The governor of Vermont is the head of government of the U.S. state of Vermont. The officeholder is elected in even-numbered years by direct voting for a term of two years. Vermont and bordering New Hampshire are the only states to hold gubernatorial elections every two years, instead of every four as in the other 48 U.S. states.

There is no limit on the number of terms a Vermont governor can serve. If no candidate receives at least 50% plus one vote of all votes for governor cast in the election, the governor of Vermont is then elected by the state legislature. The incumbent Vermont governor is Republican Phil Scott. He was sworn in on January 5, 2017, becoming Vermont's 82nd governor.

Function

The governor's working offices are located in The Pavilion in the state capital of Montpelier, Vermont. The Governor's ceremonial office, used during the legislative session of the General Assembly, is located in the Vermont State House, also in Montpelier.

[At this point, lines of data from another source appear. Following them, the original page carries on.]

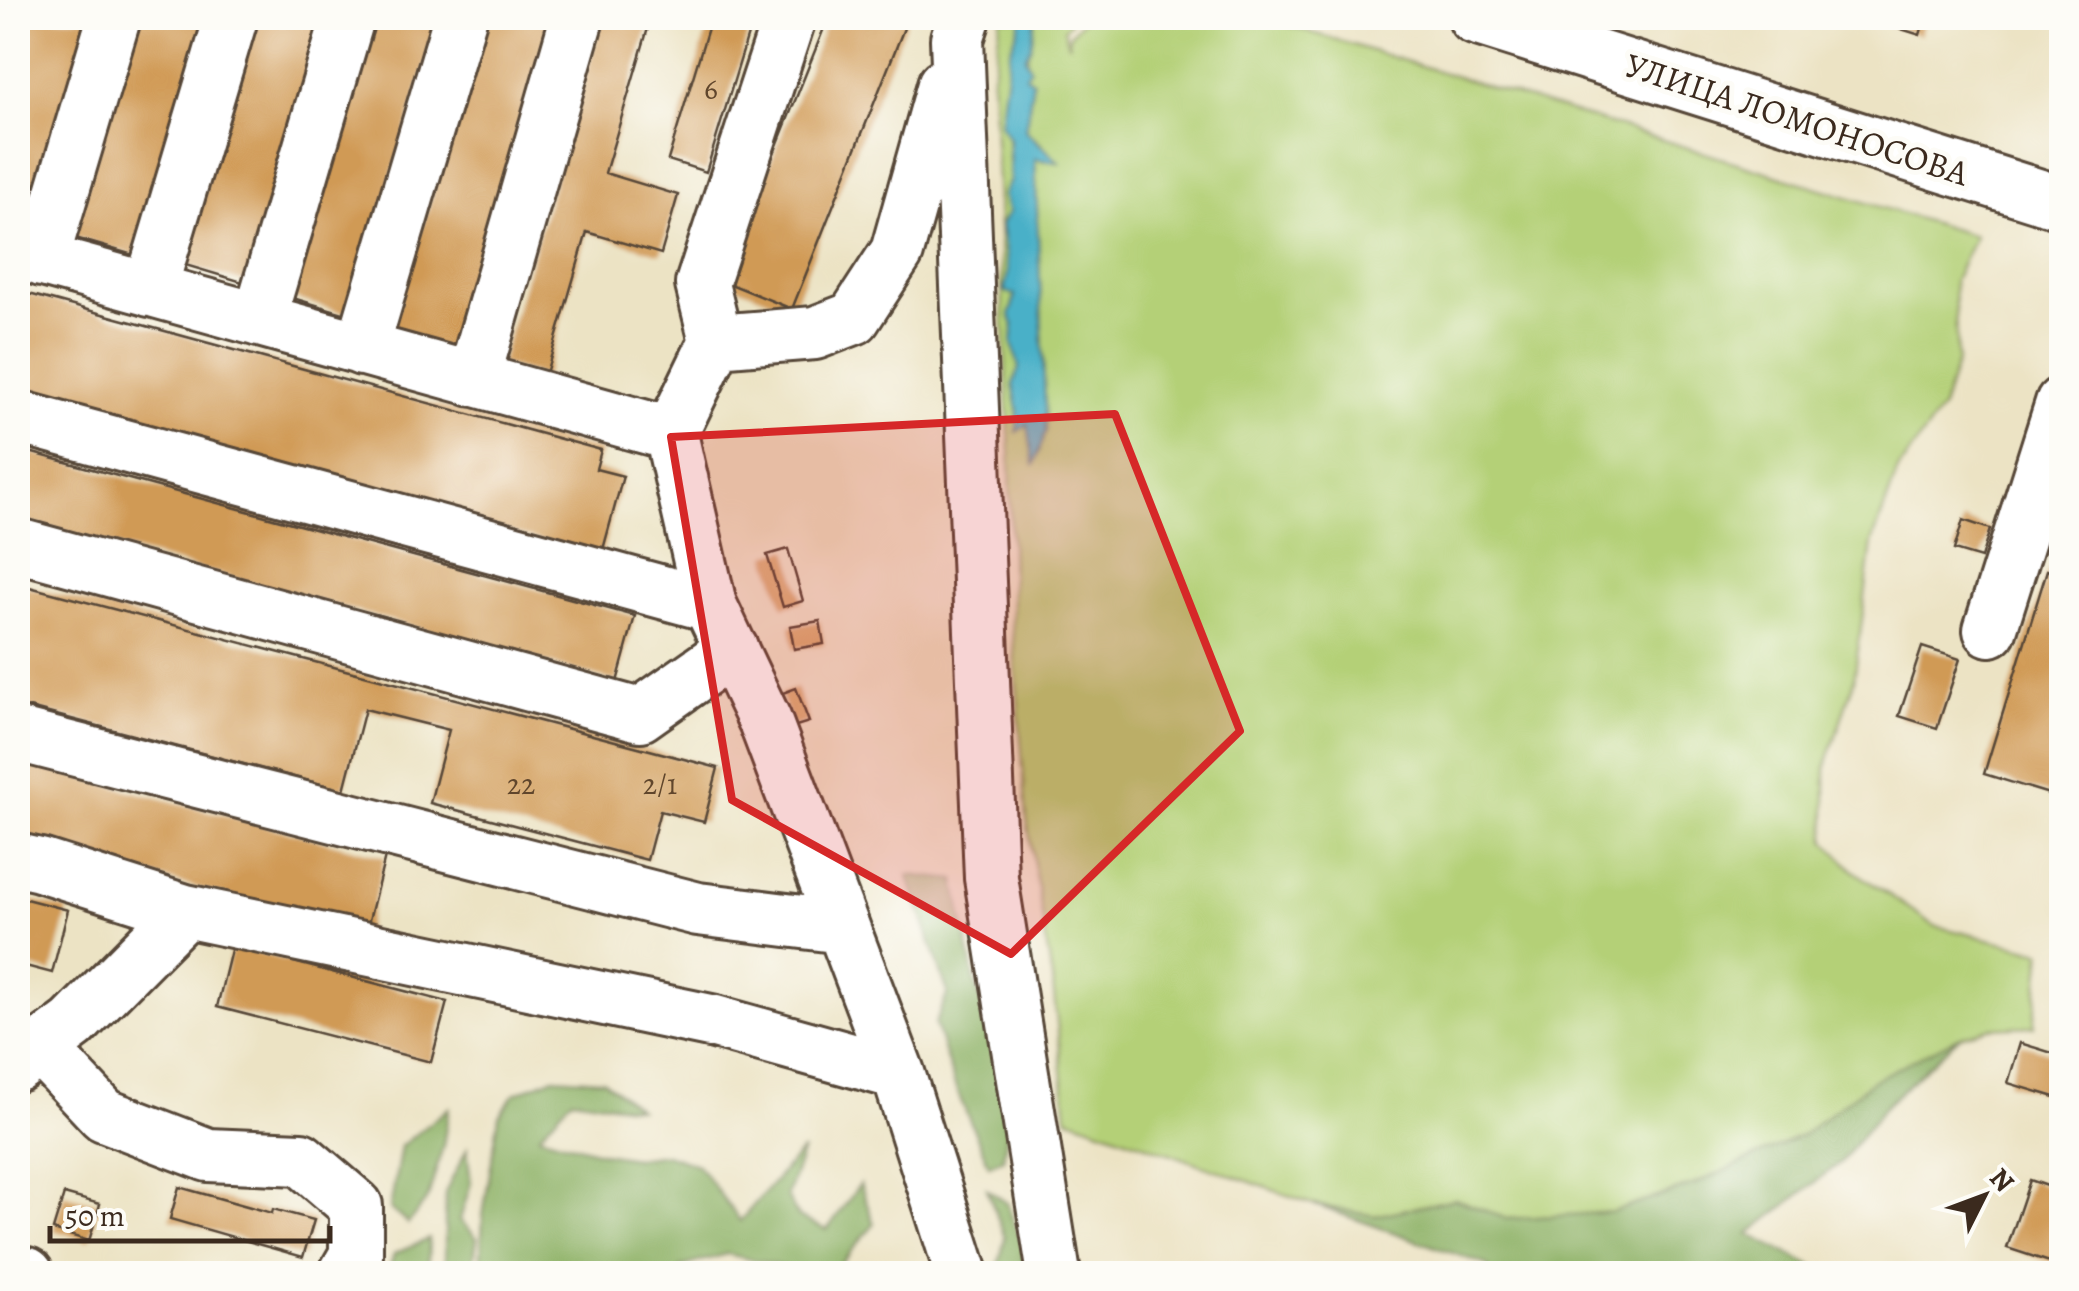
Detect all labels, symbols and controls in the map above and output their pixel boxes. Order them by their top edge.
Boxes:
street label: УЛИЦА ЛОМОНОСОВА [1619,41,1975,197]
house number: 6 [704,69,718,109]
house number: 22 [507,764,535,804]
house number: 2/1 [643,764,677,804]
north arrow [1934,1146,2034,1246]
text: N [1981,1160,2023,1200]
scale bar [50,1181,330,1243]
text: 50 m [65,1196,125,1236]

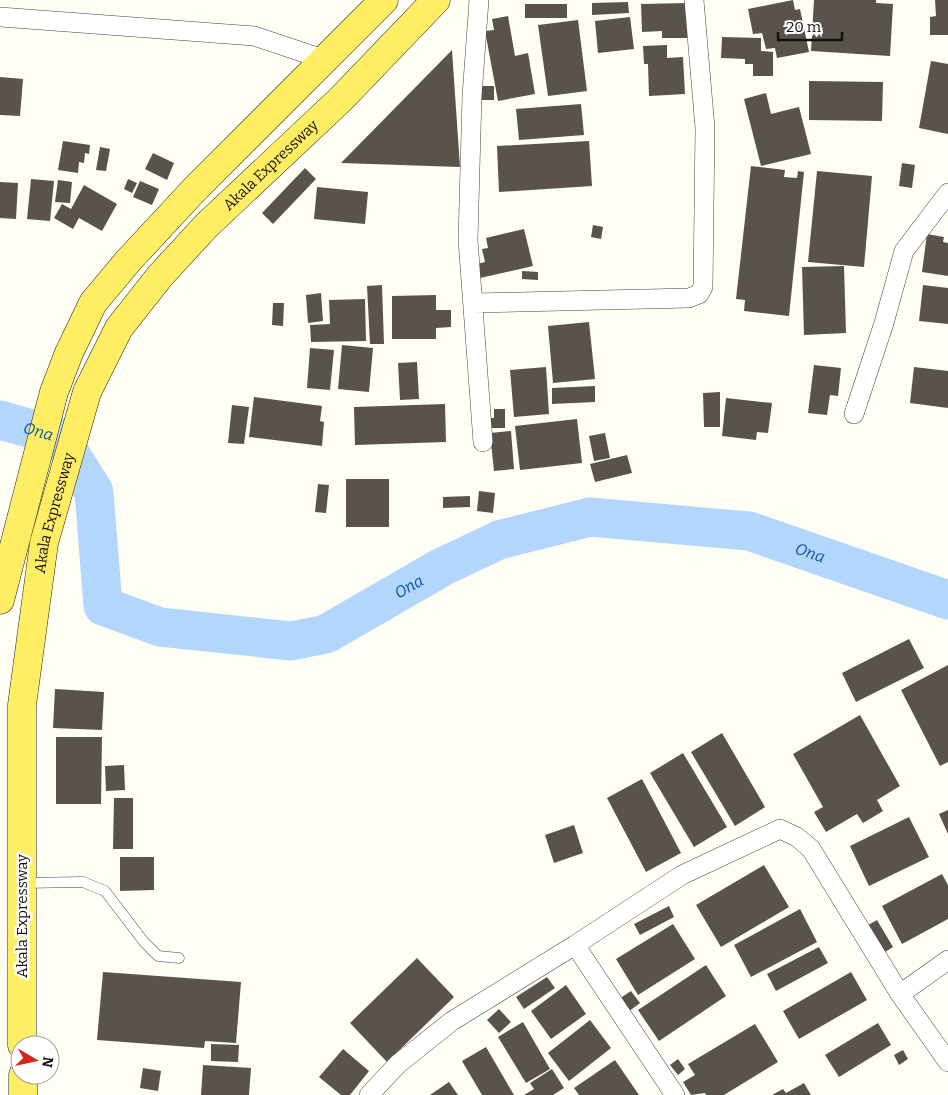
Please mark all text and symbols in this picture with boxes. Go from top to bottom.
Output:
scale bar [778,10,842,42]
text: 20 m [786,18,822,36]
street label: Akala Expressway [219,116,322,214]
water label: Ona [21,418,56,445]
street label: Akala Expressway [31,451,78,574]
water label: Ona [793,539,828,567]
water label: Ona [391,571,427,603]
street label: Akala Expressway [13,854,31,978]
north arrow [10,1035,60,1085]
text: N [38,1055,57,1069]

The Constitution of Vermont details the powers of the governor:
To commission or appoint all officers ("except where provision is, or shall be, otherwise made by law or this Frame of Government")
To fill all vacancies in office until the office can be filled in the manner directed by state constitution or by state law
To correspond with other States
To "transact business with officers of government, civil and military"
To "prepare such business as may appear necessary, to lay before the General Assembly.
To grant pardons and remit fines, except for cases of treason, in which the governor may only grant reprieves until the end of the next session of the General Assembly, and for cases of impeachment, in which the governor cannot grant either reprieves or pardons
To "take care that the laws be faithfully executed" and "expedite the execution of such measures as may be resolved upon by the General Assembly"
To "draw upon the Treasury for such sums as may be appropriated by the General Assembly"
To "lay embargoes, or prohibit the exportation of any commodity" for up to 30 days during a recess of the General Assembly
To "grant such licenses as shall be directed by law"
To call special sessions of the General Assembly when necessary
To be the "Captain-General and Commander-in-Chief" of the "forces of the State" (the Vermont State Guard and Vermont National Guard), although the governor cannot "command in person, in time of war, or insurrection, unless by the advice and consent of the Senate, and no longer than they shall approve thereof"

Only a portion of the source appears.